LastPass And 1Password
For LastPass, sign in at lastpass.com (the web vault, not the extension), click your account icon, then Advanced → Export → LastPass CSV File, and confirm with your master password. For 1Password, the web vault doesn't expose CSV — you need the desktop app. Open it, choose File → Export → pick the vault → CSV format. After you migrate your password manager into MATA, both LastPass and 1Password expose the option to delete your account entirely; once your import is verified, that's the right move. Don't pay another year for a vault you've already left.
Bitwarden And Other Vaults
For Bitwarden, open the web vault at vault.bitwarden.com, then Tools → Export Vault → file format .csv, and confirm with your master password. Any other vault (Keeper, NordPass, Dashlane, RoboForm, Enpass) ships an equivalent export — the universal format is CSV with one row per credential. If your current manager is so old it has no CSV export, the Electronic Frontier Foundation's password manager guidance explains why moving off it is overdue regardless of where you go next.
After The Import — Cleanup, Encryption, And What Changes
Once you import passwords into MATA, three things still need to happen: clean up the source files, understand where the credentials now live, and update your daily workflow.

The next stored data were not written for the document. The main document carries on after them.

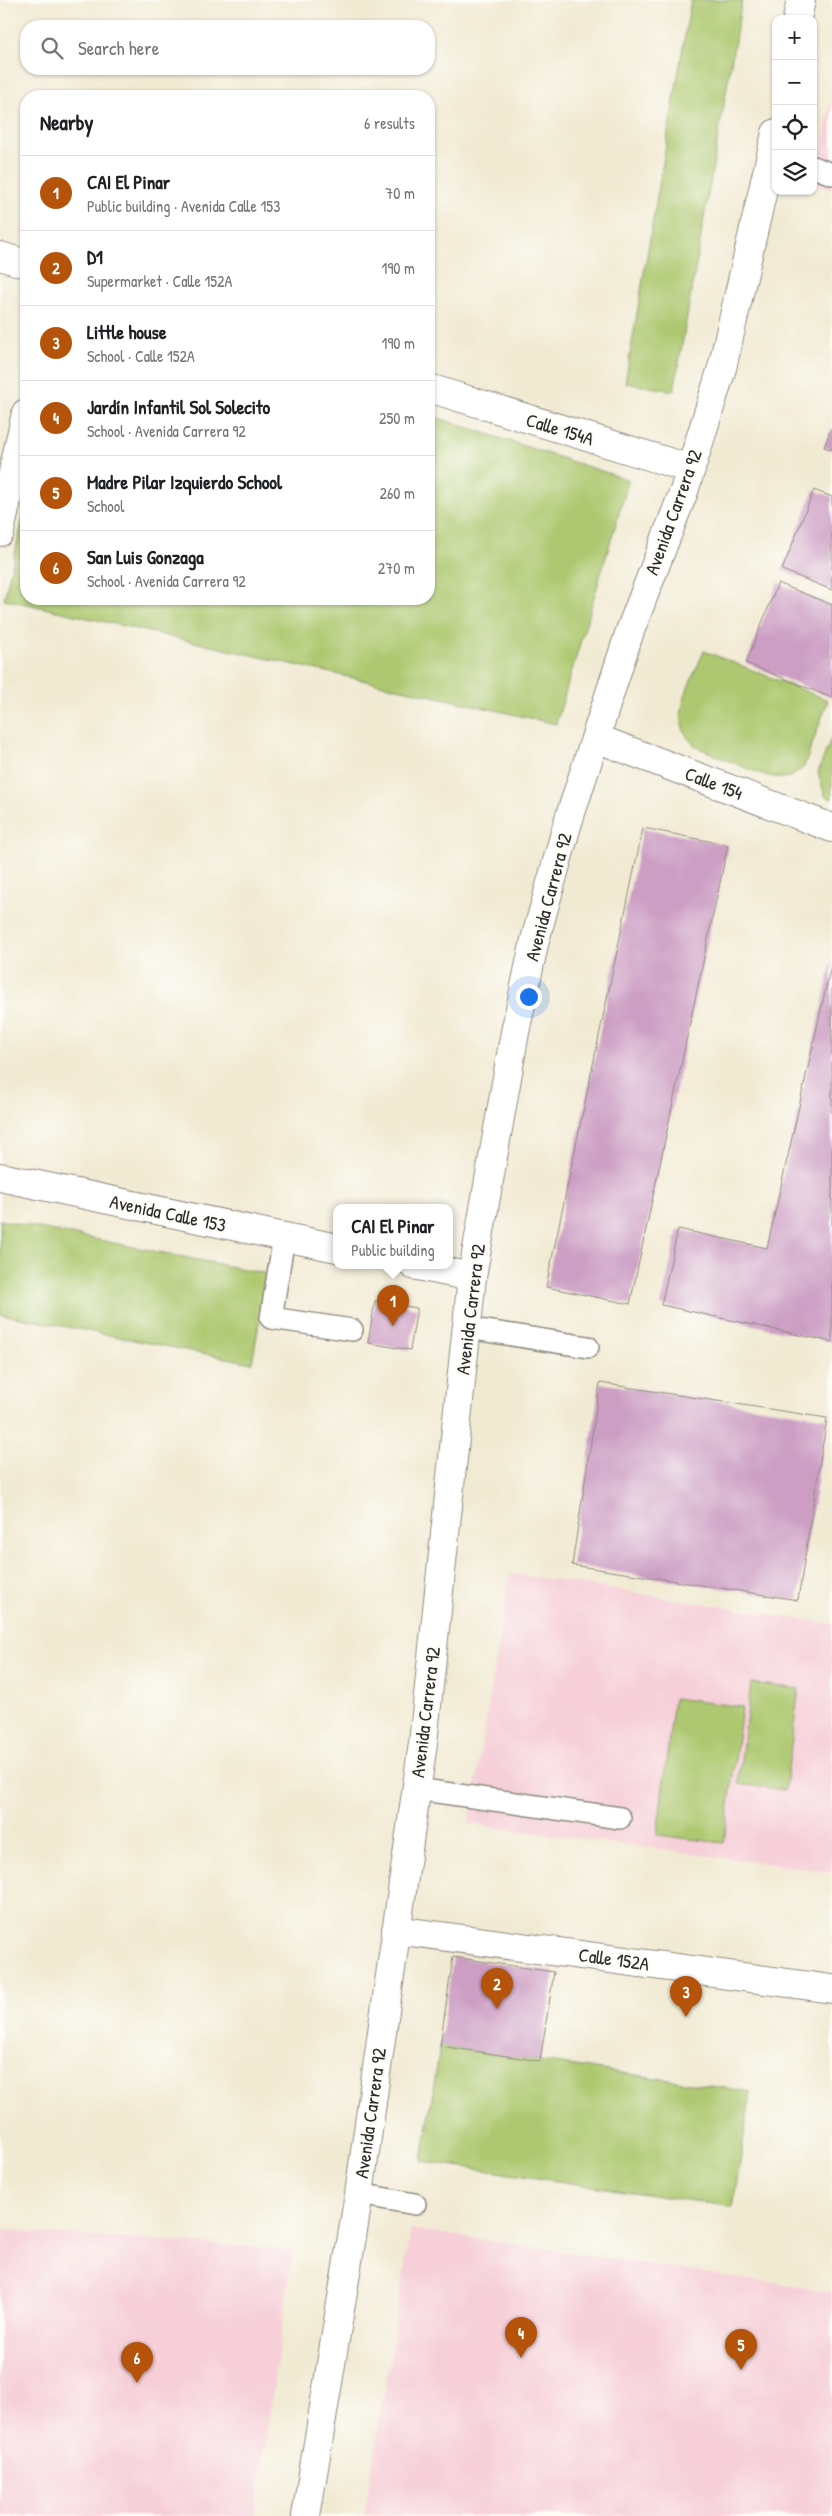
<!DOCTYPE html>
<meta charset="utf-8">
<style>
body{margin:0;font-family:"Patrick Hand",sans-serif;background:#f2f2f2;color:#202124}
.controls{position:absolute;right:15px;top:15px;display:grid;overflow:hidden;border-radius:10px;box-shadow:0 1px 4px #0004}
.controls button{width:45px;height:45px;display:grid;place-items:center;padding:0;border:0;border-bottom:1px solid #e0e0e0;background:#fff;color:#202124;font:25px sans-serif}
.you{position:absolute;left:528px;top:996px;width:18px;height:18px;margin:-12px;border:4px solid #fff;border-radius:50%;background:#1a73e8;box-shadow:0 0 0 8px #1a73e833}
.badge{display:grid;place-items:center;width:32px;height:32px;border-radius:50%;background:#b45309;color:#fff;font-size:16px;font-weight:700}
.pin{position:absolute;translate:-50% -41px;filter:drop-shadow(0 1px 2px #0008)}
.pin::after{content:'';position:absolute;top:26px;width:18px;height:15px;background:inherit;clip-path:polygon(0 0,100% 0,50% 100%)}
.popup{position:absolute;left:333px;top:1204px;width:120px;height:65px;box-sizing:border-box;display:grid;place-content:center;border-radius:10px;background:#fff;filter:drop-shadow(0 1px 4px #0005);font-size:16px;white-space:nowrap;color:#757577}
.popup b{font-size:19px;color:#202124}
.popup::after{content:'';position:absolute;left:50%;top:100%;margin-left:-10px;border:10px solid transparent;border-top-color:#fff}
.list{margin:0;padding:0;list-style:none}
h2{display:flex;justify-content:space-between;align-items:center;height:65px;margin:0;padding:0 20px;font-size:21px}
h2 small{font-size:16px;font-weight:400;color:#757577}
.list li{display:grid;grid-template-columns:32px 1fr auto;gap:15px;align-items:center;box-sizing:border-box;height:75px;padding:0 20px;border-top:1px solid #e0e0e0}
.list b{display:block;font-size:19px;white-space:nowrap}
.list p{margin:0;font-size:16px;white-space:nowrap;color:#757577}
.list em{font-size:16px;font-style:normal;color:#757577}
.icon{flex:none;width:28px;height:28px;fill:none;stroke:currentColor;stroke-width:2;stroke-linecap:round;stroke-linejoin:round}
.map{position:relative;flex:none;width:832px;height:2516px;overflow:hidden}
.search{position:absolute;background:#fff;box-shadow:0 1px 4px #0004;left:20px;top:20px;width:415px;height:55px;display:flex;align-items:center;gap:12px;box-sizing:border-box;padding:0 18px;border-radius:20px;color:#757577;font-size:19px}
.panel{position:absolute;background:#fff;box-shadow:0 1px 4px #0004;left:20px;top:90px;width:415px;height:515px;border-radius:20px}
.map>svg:first-child{display:block}
.built{fill:#f6cfd8}
.green{fill:#adc86f;stroke:#6c7a4d}
.building{fill:#cc9ec4}
.lines{fill:none;stroke-linecap:round;stroke-linejoin:round}
.service-casing{stroke:#8e8a7f;stroke-width:24}
.minor-casing{stroke:#8e8a7f;stroke-width:30}
.tertiary-casing{stroke:#8e8a7f;stroke-width:30}
.secondary-casing{stroke:#8e8a7f;stroke-width:30}
.service{stroke:#fff;stroke-width:21}
.minor{stroke:#fff;stroke-width:28}
.tertiary{stroke:#fff;stroke-width:28}
.secondary{stroke:#fff;stroke-width:28}
.labels{text-anchor:middle;dominant-baseline:central;stroke-width:5;stroke-linejoin:round;paint-order:stroke}
.street-label{font-size:19px;fill:#2b2b2b;stroke:#fdfcf7}
</style>
<div class="map">
<svg width="832" height="2516" viewBox="0 0 832 2516">
<rect width="100%" height="100%" fill="#fdfcf7"/>
<filter id="ink" filterUnits="userSpaceOnUse"><feTurbulence type="fractalNoise" baseFrequency=".02" numOctaves="2"/><feDisplacementMap in="SourceGraphic" scale="10" xChannelSelector="R" yChannelSelector="G"/><feConvolveMatrix kernelMatrix="1 2 1 2 8 2 1 2 1" color-interpolation-filters="sRGB"/></filter>
<filter id="wash" filterUnits="userSpaceOnUse"><feTurbulence type="fractalNoise" baseFrequency=".0096" numOctaves="4" result="noise"/><feDisplacementMap in="SourceGraphic" scale="20" xChannelSelector="R" yChannelSelector="G"/><feGaussianBlur stdDeviation="1.12" result="paint"/><feColorMatrix in="noise" values="0 0 0 0 0 0 0 0 0 0 0 0 0 0 0 0 0 1.4 0 .05"/><feComposite in="paint" operator="in"/></filter>
<g filter="url(#wash)">
<rect width="100%" height="100%" fill="#f1ead3"/>
<g class="built">
<path d="M832,96V190L815,183Z"/>
<path d="M510,1573L832,1624V1872L469,1824Z"/>
<path d="M411,2229L832,2292V2516H364Z"/>
<path d="M0,2230L293,2250L255,2516H0Z"/>
</g>
<g class="green">
<path d="M691,0H742L674,391L625,383Z"/>
<path d="M429,415L629,480L556,724L4,599L26,506V599H429Z"/>
<path d="M704,651L828,700L804,767C797,773 792,777 783,778C765,779 716,755 697,747C664,722 692,681 704,651Z"/>
<path d="M832,736V799L825,796L818,772Z"/>
<path d="M0,1220L268,1274L252,1363L0,1314Z"/>
<path d="M751,1683L799,1689L785,1790L738,1784Z"/>
<path d="M674,1698L742,1707L724,1843L657,1835Z"/>
<path d="M440,2046L751,2092L733,2207L422,2161Z"/>
</g>
<g id="blocks">
<g class="building">
<path d="M832,427V450L824,447Z"/>
<path d="M814,490L832,497V590L782,570Z"/>
<path d="M778,583L832,605V698L746,663Z"/>
<path d="M643,828L728,845L630,1304L546,1287Z"/>
<path d="M832,961V1342L661,1305L678,1229L767,1248Z"/>
<path d="M375,1301L417,1308L410,1350L368,1343Z"/>
<path d="M600,1383L827,1418L798,1600L572,1565Z"/>
<path d="M453,1957L554,1972L540,2061L440,2046Z"/>
</g>
</g>
</g>
<g filter="url(#ink)">
<use href="#blocks" fill-opacity="0" stroke="#8e8a7f" stroke-width="1"/>
<g class="lines">
<g class="service-casing">
<g id="service">
<path d="M813,167L832,174"/>
<path d="M284,1237L271,1318L352,1330"/>
<path d="M467,1328L588,1347"/>
<path d="M416,1789L620,1818"/>
<path d="M359,2194L415,2204"/>
</g>
</g>
<g class="minor-casing">
<g id="minor">
<path d="M0,532L26,413"/>
<path d="M596,738L832,828"/>
<path d="M396,1930L832,1989"/>
</g>
</g>
<g class="tertiary-casing">
<g id="tertiary">
<path d="M0,256L26,264"/>
<path d="M429,388L691,469"/>
</g>
</g>
<g class="secondary-casing">
<g id="secondary">
<path d="M797,19L801,0"/>
<path d="M0,1177L337,1248"/>
<path d="M413,1265L472,1277"/>
<path d="M306,2516L359,2194L423,1743L472,1277L515,1032L535,940L568,822L630,631L684,491L722,368L776,133"/>
</g>
</g>
<use href="#service" class="service"/>
<use href="#minor" class="minor"/>
<use href="#tertiary" class="tertiary"/>
<use href="#secondary" class="secondary"/>
</g>
</g>
<g class="labels">
<g class="street-label">
<text transform="translate(560 429) rotate(17)">Calle 154A</text>
<text transform="translate(673 512) rotate(-70)">Avenida Carrera 92</text>
<text transform="translate(714 783) rotate(21)">Calle 154</text>
<text transform="translate(548 897) rotate(-75)">Avenida Carrera 92</text>
<text transform="translate(168 1213) rotate(12)">Avenida Calle 153</text>
<text transform="translate(470 1309) rotate(-83)">Avenida Carrera 92</text>
<text transform="translate(425 1712) rotate(-83)">Avenida Carrera 92</text>
<text transform="translate(614 1959) rotate(8)">Calle 152A</text>
<text transform="translate(370 2113) rotate(-82)">Avenida Carrera 92</text>
</g>
</g>
</svg>
<div class="controls">
<button>+</button>
<button>−</button>
<button><svg class="icon" aria-label="locate" viewBox="0 0 24 24"><circle cx="12" cy="12" r="6"/><path d="M12 2v4M12 18v4M2 12h4M18 12h4"/></svg></button>
<button><svg class="icon" aria-label="layers" viewBox="0 0 24 24"><path d="M12 4l9 5-9 5-9-5zM3 14l9 5 9-5"/></svg></button>
</div>
<div class="you"></div>
<div class="pin badge" style="left:393px;top:1326px">1</div>
<div class="popup"><b>CAI El Pinar</b>Public building</div>
<div class="pin badge" style="left:497px;top:2009px">2</div>
<div class="pin badge" style="left:686px;top:2017px">3</div>
<div class="pin badge" style="left:521px;top:2358px">4</div>
<div class="pin badge" style="left:741px;top:2370px">5</div>
<div class="pin badge" style="left:137px;top:2383px">6</div>
<div class="search"><svg class="icon" aria-label="search" viewBox="0 0 24 24"><circle cx="10" cy="10" r="6"/><path d="M15 15l6 6"/></svg>Search here</div>
<section class="panel">
<h2>Nearby<small>6 results</small></h2>
<ul class="list">
<li><span class="badge">1</span><div><b>CAI El Pinar</b><p>Public building · Avenida Calle 153</p></div><em>70 m</em></li>
<li><span class="badge">2</span><div><b>D1</b><p>Supermarket · Calle 152A</p></div><em>190 m</em></li>
<li><span class="badge">3</span><div><b>Little house</b><p>School · Calle 152A</p></div><em>190 m</em></li>
<li><span class="badge">4</span><div><b>Jardín Infantil Sol Solecito</b><p>School · Avenida Carrera 92</p></div><em>250 m</em></li>
<li><span class="badge">5</span><div><b>Madre Pilar Izquierdo School</b><p>School</p></div><em>260 m</em></li>
<li><span class="badge">6</span><div><b>San Luis Gonzaga</b><p>School · Avenida Carrera 92</p></div><em>270 m</em></li>
</ul>
</section>
</div>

Delete The Plaintext CSV And Audit What Came Over
The CSV you exported is plaintext. Every password in your vault is sitting in a file on your disk in human-readable form. Step one after a successful import is to delete that file — empty trash too. Then open the MATA Password Manager and skim the import. Look for duplicates from years of half-migrated vaults, dead accounts on services that no longer exist, and credentials that should be retired anyway. The National Institute of Standards and Technology's password guidance recommends rotating any password that's been in a breach; if your import surfaces some old ones, knock them out now.
How MATA Stores Your Credentials Locally
Once imported, your credentials are sealed with AES-256-GCM using a key derived from your passphrase via Argon2id — the same primitives running everything in the Foundation of Trust era. On every device with a secure chip (Apple Secure Enclave, Android StrongBox, Windows TPM), the master key is wrapped inside the chip so even malware with full OS control can't extract it. The encrypted vault sits in local storage; it syncs peer-to-peer between your devices over Iroh, never via a MATA server. Nothing about the import or storage step phones home.
What Daily Use Looks Like Once Migration Is Done
After you migrate your password manager into MATA, daily logins are usually a Touch ID prompt and a click. The browser extension reads the login form on the active tab and writes the right credential straight into the right field — no clipboard, no copy-paste, no leakage between tabs. Once your passwords are in, the next two steps in the Freedom Guide are bringing your bank accounts and contacts home. The What Is Digital Freedom piece is the brand-voice context for why all of this matters.
Take five minutes today. Export from your current manager, import passwords into MATA, delete the plaintext, and pin the extension. The vendor you just left will keep emailing you about renewal. You can keep ignoring them — your credentials are home now.